[EXCERPTED RECORDS]:

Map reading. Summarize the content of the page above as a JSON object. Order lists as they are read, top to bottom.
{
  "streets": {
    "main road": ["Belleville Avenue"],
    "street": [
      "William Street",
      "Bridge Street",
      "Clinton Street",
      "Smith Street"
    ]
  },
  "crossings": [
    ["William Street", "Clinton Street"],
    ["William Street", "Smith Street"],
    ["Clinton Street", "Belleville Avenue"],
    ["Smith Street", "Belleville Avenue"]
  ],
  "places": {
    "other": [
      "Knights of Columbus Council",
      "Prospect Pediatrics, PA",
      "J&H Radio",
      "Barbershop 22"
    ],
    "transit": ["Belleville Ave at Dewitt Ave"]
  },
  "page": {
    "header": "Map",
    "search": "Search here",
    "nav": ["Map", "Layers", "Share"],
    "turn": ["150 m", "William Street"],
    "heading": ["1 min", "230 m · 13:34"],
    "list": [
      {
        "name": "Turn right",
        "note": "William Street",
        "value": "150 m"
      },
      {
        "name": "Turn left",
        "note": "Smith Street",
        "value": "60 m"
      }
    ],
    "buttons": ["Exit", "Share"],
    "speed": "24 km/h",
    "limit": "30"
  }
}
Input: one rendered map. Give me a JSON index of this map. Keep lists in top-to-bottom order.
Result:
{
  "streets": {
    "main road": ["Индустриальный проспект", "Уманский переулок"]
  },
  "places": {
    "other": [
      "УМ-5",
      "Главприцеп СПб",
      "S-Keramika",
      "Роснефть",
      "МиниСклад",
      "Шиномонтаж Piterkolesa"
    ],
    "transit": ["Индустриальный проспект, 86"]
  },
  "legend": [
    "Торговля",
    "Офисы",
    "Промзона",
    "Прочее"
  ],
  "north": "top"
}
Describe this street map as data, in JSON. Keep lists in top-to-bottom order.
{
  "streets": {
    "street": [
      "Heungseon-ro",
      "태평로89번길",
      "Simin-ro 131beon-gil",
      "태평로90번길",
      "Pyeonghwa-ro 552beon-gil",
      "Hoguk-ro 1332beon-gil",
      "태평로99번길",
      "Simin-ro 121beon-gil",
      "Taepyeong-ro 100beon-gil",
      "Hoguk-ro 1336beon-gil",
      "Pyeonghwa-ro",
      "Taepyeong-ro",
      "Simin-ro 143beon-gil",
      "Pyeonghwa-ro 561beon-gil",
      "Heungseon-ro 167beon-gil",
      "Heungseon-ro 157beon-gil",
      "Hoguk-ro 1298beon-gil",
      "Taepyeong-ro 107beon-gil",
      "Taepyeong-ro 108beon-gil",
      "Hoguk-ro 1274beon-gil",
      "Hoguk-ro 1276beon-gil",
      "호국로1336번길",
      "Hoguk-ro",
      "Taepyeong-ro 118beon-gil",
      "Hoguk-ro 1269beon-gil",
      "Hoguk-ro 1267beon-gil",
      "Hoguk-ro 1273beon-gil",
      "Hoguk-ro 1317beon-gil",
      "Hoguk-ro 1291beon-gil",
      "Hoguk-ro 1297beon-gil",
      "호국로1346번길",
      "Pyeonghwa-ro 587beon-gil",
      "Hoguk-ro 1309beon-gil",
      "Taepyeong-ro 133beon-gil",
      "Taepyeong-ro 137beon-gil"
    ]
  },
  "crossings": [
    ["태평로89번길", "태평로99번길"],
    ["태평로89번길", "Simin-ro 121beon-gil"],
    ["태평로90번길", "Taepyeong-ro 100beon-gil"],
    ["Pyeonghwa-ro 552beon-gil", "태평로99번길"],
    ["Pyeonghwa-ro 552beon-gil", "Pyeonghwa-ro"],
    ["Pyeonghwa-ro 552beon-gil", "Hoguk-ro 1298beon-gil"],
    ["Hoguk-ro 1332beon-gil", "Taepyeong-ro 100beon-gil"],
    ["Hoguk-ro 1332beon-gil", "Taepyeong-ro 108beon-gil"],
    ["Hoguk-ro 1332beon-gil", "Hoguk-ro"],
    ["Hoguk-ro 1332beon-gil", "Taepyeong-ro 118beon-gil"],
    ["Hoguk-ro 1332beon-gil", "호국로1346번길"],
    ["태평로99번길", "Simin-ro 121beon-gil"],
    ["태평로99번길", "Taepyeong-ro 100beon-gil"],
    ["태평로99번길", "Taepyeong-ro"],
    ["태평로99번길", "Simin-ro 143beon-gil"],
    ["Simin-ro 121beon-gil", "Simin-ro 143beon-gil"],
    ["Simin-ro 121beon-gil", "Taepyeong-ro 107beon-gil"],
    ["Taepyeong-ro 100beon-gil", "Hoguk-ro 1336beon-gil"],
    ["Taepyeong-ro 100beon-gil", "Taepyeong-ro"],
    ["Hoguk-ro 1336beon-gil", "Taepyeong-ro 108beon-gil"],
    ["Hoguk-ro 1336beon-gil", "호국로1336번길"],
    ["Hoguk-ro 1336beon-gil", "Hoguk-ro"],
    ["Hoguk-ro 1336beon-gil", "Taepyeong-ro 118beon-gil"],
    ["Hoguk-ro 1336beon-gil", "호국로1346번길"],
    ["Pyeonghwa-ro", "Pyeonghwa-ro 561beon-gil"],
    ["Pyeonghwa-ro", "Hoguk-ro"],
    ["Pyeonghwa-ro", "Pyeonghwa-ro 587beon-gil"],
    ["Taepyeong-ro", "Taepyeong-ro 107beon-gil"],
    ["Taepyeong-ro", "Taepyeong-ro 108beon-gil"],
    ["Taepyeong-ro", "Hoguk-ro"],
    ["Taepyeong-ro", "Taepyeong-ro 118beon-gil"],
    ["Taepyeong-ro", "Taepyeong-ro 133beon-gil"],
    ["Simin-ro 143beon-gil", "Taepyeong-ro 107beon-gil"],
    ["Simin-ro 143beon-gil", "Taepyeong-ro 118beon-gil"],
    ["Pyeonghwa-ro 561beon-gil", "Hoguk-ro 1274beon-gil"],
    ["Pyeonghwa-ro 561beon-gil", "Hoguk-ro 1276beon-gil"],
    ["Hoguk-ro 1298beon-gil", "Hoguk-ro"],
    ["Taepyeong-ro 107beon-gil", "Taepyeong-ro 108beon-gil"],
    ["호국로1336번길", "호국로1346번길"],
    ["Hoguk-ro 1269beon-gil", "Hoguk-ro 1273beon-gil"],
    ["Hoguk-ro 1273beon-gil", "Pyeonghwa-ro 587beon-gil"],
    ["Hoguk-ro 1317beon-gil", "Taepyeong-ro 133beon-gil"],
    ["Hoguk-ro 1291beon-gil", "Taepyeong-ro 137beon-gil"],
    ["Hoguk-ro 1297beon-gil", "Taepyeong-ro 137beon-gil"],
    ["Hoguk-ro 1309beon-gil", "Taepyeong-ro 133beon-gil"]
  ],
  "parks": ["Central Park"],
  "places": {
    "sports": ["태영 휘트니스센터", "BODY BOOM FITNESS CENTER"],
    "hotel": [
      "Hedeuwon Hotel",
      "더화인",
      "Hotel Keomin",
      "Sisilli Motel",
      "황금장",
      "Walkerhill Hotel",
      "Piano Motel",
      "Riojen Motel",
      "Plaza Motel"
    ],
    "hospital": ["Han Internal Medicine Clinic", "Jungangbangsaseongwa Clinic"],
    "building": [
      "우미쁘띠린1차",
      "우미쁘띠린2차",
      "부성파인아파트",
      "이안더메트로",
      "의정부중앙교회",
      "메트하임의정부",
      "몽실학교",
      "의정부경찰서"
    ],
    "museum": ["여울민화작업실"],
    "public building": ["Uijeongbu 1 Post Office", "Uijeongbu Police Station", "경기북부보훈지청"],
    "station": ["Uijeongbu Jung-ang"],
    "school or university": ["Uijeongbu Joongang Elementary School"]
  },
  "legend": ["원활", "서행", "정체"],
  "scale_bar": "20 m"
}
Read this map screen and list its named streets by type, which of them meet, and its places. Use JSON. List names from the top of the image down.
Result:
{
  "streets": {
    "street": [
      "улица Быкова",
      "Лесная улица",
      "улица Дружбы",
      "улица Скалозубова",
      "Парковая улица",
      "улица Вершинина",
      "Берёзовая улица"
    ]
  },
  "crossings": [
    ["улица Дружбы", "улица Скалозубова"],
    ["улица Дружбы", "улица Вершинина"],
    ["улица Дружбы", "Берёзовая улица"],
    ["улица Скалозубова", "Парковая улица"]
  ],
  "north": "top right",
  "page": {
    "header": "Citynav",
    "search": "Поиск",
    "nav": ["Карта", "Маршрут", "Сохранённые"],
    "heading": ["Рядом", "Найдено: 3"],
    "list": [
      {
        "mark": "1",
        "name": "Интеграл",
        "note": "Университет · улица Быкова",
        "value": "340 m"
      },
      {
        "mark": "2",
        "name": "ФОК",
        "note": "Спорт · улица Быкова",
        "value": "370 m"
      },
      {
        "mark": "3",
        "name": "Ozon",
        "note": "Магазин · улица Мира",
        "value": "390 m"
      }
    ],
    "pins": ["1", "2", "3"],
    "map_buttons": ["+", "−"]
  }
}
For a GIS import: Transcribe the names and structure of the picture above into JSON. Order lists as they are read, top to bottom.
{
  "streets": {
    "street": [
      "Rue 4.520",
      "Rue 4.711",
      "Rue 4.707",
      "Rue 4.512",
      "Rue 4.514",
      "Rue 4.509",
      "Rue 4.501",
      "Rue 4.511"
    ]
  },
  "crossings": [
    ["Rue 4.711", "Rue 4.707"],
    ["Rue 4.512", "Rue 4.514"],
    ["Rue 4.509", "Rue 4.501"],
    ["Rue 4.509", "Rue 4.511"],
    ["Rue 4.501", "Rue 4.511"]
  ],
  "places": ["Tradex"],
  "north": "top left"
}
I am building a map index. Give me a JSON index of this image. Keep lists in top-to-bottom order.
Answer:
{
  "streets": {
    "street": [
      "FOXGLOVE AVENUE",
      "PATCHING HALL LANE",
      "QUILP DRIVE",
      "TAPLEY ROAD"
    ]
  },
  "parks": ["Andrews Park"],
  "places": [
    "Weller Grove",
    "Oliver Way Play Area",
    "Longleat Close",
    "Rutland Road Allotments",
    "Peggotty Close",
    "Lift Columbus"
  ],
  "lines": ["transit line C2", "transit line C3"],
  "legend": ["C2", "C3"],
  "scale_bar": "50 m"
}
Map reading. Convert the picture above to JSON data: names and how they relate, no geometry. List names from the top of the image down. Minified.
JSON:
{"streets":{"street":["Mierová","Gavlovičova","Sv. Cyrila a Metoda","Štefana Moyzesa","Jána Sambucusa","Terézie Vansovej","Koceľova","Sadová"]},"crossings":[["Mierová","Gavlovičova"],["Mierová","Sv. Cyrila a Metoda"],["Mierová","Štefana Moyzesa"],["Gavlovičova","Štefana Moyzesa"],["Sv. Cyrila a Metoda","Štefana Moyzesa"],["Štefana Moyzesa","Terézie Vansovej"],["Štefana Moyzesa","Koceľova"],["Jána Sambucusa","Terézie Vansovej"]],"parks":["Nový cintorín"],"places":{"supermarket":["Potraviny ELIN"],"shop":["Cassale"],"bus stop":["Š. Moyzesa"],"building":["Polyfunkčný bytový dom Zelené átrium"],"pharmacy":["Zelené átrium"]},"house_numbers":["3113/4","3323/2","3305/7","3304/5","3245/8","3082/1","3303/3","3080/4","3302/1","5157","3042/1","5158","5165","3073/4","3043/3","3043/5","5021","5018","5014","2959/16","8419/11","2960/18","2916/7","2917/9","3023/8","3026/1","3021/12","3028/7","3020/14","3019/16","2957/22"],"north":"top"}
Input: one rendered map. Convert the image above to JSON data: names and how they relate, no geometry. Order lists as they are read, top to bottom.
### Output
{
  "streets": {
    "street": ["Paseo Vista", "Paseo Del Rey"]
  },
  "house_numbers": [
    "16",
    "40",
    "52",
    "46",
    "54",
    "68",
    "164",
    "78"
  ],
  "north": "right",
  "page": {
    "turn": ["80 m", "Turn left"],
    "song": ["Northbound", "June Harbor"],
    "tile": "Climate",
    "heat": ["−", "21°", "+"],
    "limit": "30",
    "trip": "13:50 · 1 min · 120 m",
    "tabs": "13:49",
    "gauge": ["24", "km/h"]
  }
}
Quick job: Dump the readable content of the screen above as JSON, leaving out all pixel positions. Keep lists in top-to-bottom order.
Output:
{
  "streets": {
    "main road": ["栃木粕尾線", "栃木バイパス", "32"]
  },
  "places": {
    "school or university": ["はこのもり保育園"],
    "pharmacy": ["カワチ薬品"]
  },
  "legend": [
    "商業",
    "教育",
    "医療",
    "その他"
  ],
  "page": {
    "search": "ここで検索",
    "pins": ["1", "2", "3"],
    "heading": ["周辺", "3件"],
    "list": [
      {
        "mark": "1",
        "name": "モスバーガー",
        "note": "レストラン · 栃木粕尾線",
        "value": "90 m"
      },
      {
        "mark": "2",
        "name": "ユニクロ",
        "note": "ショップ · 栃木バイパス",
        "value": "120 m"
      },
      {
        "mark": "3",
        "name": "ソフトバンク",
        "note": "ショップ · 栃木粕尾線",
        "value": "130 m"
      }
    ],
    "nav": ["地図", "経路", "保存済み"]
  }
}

[TASK TO CARRY OUT]:
Exactly one number is the expected answer: the count of lines in the entries where the word "Дружбы" is found.

[EXPECTED ANSWER]:
4